Sean Lumpkin

No. 46
- Position:: Safety

Personal information
- Born:: January 4, 1970 (age 55) Golden Valley, Minnesota, U.S.
- Height:: 6 ft 0 in (1.83 m)
- Weight:: 206 lb (93 kg)

Career information
- High school:: St. Louis Park (MN) Benilde-St. Margaret's
- College:: Minnesota
- NFL draft:: 1992: 4th round, 106th pick

Career history
- New Orleans Saints (1992–1996);

Career highlights and awards
- Third-team All-American (1991); First-team All-Big Ten (1991); Second-team All-Big Ten (1990);

Career NFL statistics
- Tackles:: 219
- Interceptions:: 2
- Forced fumbles:: 7
- Stats at Pro Football Reference

= Sean Lumpkin =

American football player (born 1970)

Sean Franklin Lumpkin (born January 4, 1970) is an American former professional football player who was a safety for the New Orleans Saints of the National Football League (NFL).
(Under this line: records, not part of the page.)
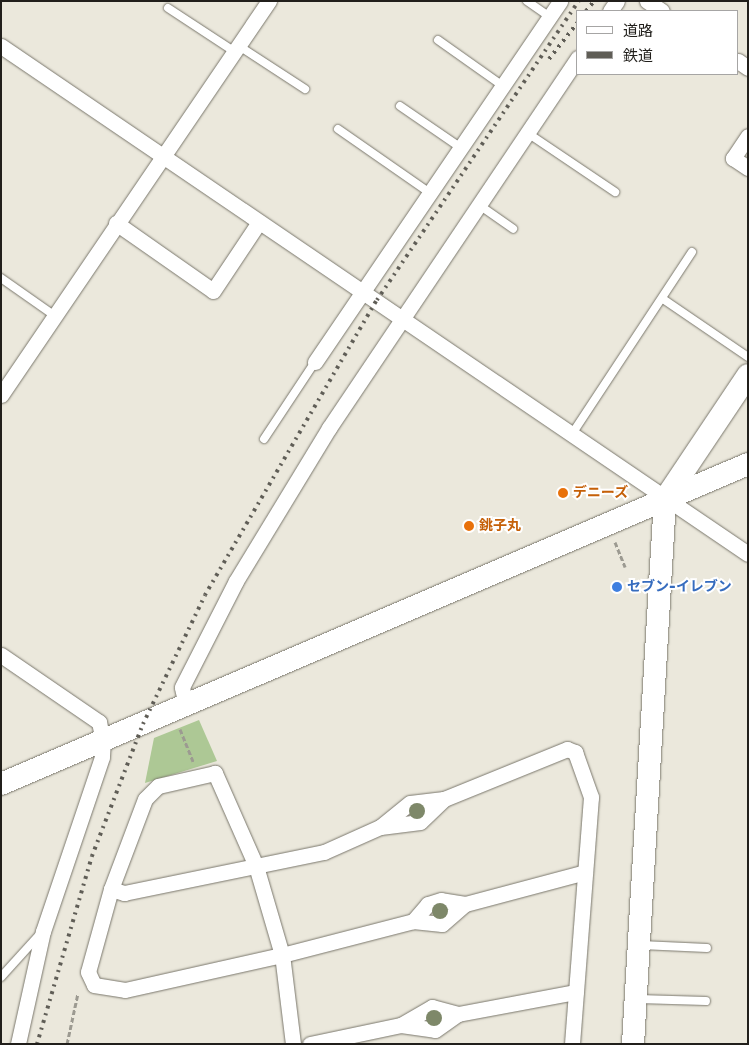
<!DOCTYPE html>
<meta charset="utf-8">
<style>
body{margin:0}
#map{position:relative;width:749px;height:1045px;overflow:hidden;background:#ebe8dc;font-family:Rubik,"Noto Sans JP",sans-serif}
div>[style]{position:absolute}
.green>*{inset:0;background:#adc895}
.path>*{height:3px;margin-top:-1.5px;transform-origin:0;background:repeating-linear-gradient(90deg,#9c9a91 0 5px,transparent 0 7.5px)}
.roads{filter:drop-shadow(0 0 1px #7a776c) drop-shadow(0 0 1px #7a776c)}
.lane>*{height:8px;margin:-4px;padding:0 4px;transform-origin:4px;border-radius:4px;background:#fff}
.street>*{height:15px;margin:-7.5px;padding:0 7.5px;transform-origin:7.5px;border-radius:7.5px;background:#fff}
.secondary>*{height:22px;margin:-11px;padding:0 11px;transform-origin:11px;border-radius:11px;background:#fff}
.rail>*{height:4px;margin-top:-2px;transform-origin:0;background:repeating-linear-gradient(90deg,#5f5d56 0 2.5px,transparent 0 7.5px)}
.trees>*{width:16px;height:16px;margin:-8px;border-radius:50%;background:#7e8869}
.dots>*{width:14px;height:14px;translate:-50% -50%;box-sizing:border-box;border:2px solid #fff;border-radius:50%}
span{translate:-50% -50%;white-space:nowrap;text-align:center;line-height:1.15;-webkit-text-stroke:4px #fff;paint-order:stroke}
.food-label{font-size:14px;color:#c56008;font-weight:700}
.left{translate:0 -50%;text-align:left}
.shop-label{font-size:14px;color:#366cbe;font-weight:700}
.frame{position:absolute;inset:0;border:2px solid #211f1b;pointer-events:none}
.legend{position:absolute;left:576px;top:10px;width:162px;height:65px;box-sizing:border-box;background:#fff;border:1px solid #a6a5a4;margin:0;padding:6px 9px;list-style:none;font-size:15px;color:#211f1b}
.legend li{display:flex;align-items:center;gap:10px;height:25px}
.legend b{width:25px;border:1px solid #a6a5a4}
</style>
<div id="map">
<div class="green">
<i style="clip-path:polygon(199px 720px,217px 761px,145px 783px,154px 738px)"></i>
</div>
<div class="path">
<i style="left:615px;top:542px;width:27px;rotate:68deg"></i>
<i style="left:180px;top:729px;width:35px;rotate:68deg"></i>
<i style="left:67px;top:1044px;width:52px;rotate:-77.8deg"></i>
</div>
<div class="roads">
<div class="lane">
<i style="left:527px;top:1px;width:28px;rotate:35deg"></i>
<i style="left:168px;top:8px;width:80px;rotate:33.3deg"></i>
<i style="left:438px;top:40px;width:80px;rotate:35.3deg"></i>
<i style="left:239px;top:46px;width:79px;rotate:33.1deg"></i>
<i style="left:400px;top:106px;width:74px;rotate:34.5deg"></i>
<i style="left:338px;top:129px;width:112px;rotate:34.8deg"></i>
<i style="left:529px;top:134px;width:104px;rotate:34deg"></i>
<i style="left:482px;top:207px;width:38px;rotate:35deg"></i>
<i style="left:1px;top:278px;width:66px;rotate:35.1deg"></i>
<i style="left:663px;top:299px;width:103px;rotate:34.3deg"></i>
<i style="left:572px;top:434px;width:218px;rotate:-56.6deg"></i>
<i style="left:264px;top:439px;width:92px;rotate:-56.5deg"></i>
<i style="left:641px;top:945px;width:66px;rotate:2.6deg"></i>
<i style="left:1px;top:977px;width:58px;rotate:-47.8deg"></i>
<i style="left:638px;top:999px;width:68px;rotate:1.7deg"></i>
</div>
<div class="street">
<i style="left:647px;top:1px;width:18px;rotate:34deg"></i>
<i style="left:610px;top:11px;width:12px;rotate:-55deg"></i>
<i style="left:1px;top:46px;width:903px;rotate:34.22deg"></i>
<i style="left:738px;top:61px;width:12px;rotate:35deg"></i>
<i style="left:748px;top:136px;width:27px;rotate:124deg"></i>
<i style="left:733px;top:158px;width:18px;rotate:34deg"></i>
<i style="left:116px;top:223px;width:118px;rotate:35deg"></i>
<i style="left:213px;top:291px;width:83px;rotate:-56.3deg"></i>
<i style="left:315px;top:362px;width:436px;rotate:-55.8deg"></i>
<i style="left:1px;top:395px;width:477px;rotate:-55.8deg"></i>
<i style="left:1px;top:655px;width:119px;rotate:34.4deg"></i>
<i style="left:99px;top:722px;width:19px;rotate:78deg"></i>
<i style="left:103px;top:741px;width:16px;rotate:94deg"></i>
<i style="left:102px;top:757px;width:184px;rotate:108.7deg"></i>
<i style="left:43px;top:931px;width:116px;rotate:102.5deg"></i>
<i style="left:186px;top:705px;width:18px;rotate:-103deg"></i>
<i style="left:182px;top:687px;width:119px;rotate:-63deg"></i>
<i style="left:236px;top:581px;width:179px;rotate:-58.7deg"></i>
<i style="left:329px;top:428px;width:446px;rotate:-56.1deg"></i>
<i style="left:444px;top:799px;width:33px;rotate:136deg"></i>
<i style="left:420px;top:822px;width:40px;rotate:172.9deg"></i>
<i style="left:380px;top:827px;width:38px;rotate:-39deg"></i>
<i style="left:410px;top:803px;width:34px;rotate:-7deg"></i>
<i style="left:444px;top:799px;width:133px;rotate:-22.1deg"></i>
<i style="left:567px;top:749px;width:9px;rotate:21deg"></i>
<i style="left:575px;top:752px;width:48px;rotate:70.4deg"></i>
<i style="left:591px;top:797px;width:248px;rotate:94.4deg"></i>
<i style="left:111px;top:889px;width:14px;rotate:17deg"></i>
<i style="left:124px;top:893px;width:204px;rotate:-11.6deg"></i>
<i style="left:324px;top:852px;width:61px;rotate:-24.1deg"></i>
<i style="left:465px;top:904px;width:124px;rotate:-14.9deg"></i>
<i style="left:458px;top:1014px;width:27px;rotate:-165deg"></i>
<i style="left:432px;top:1007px;width:36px;rotate:150deg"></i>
<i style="left:401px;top:1025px;width:34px;rotate:8deg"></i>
<i style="left:435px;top:1030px;width:28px;rotate:-35deg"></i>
<i style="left:458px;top:1014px;width:120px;rotate:-10.6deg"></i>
<i style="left:293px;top:1044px;width:90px;rotate:-97deg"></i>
<i style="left:282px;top:955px;width:93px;rotate:-106.3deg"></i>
<i style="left:256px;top:866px;width:102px;rotate:-113.8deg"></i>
<i style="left:215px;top:773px;width:58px;rotate:167.2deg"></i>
<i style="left:158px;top:786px;width:18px;rotate:135deg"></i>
<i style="left:145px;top:799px;width:96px;rotate:110.7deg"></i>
<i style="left:111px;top:889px;width:86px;rotate:105.5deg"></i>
<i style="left:88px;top:972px;width:14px;rotate:65deg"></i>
<i style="left:94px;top:985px;width:31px;rotate:9deg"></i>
<i style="left:125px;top:990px;width:161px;rotate:-12.6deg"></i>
<i style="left:282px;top:955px;width:135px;rotate:-14.5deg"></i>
<i style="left:413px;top:921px;width:29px;rotate:6deg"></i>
<i style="left:442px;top:924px;width:30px;rotate:-41deg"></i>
<i style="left:465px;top:904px;width:24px;rotate:-171deg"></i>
<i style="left:441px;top:900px;width:14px;rotate:163deg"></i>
<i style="left:428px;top:904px;width:23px;rotate:131deg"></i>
<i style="left:310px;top:1044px;width:93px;rotate:-11.8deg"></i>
</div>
<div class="secondary">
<i style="left:1px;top:784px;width:813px;rotate:-23.19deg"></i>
<i style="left:633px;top:1044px;width:546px;rotate:-86.64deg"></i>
<i style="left:665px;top:499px;width:149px;rotate:-56.2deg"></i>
</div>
</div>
<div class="rail">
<i style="left:586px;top:11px;width:13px;rotate:-51deg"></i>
<i style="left:549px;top:59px;width:47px;rotate:-51.9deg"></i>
<i style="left:37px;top:1044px;width:196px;rotate:-73.7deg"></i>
<i style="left:92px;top:856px;width:142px;rotate:-68.9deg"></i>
<i style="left:143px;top:724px;width:143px;rotate:-64.3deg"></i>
<i style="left:205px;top:595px;width:341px;rotate:-59.8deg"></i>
<i style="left:377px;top:300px;width:361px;rotate:-56deg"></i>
</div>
<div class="trees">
<i style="left:417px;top:811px"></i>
<i style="left:440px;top:911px"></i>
<i style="left:434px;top:1018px"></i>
</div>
<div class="dots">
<i style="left:563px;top:493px;background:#e8710a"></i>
<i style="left:469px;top:526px;background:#e8710a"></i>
<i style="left:617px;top:587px;background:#3f7fe0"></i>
</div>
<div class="food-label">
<span class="left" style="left:573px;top:493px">デニーズ</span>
<span class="left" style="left:479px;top:526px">銚子丸</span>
</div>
<div class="shop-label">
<span class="left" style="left:627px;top:587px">セブン-イレブン</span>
</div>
<div class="frame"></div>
<ul class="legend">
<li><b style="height:6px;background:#fff"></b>道路</li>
<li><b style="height:6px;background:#5f5d56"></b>鉄道</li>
</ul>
</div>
He played college football for four years with the Minnesota Gophers, accruing numerous awards:

- 1990: All Big Ten Second team
- 1991: All Big-Ten First-team, Bronko Nagurski Award (Team MVP), Carl Eller Award (Outstanding Defensive Player), Captain

Lumpkin was selected by New Orleans in the fourth round of the 1992 NFL draft with the 106th overall pick, and he played 67 games for the Saints between 1992 and 1996. He was released by the Saints in June 1997.

Lumpkin grew up in Golden Valley, Minnesota, and graduated from Benilde-St. Margaret's School where he is one of a handful of notable alumni.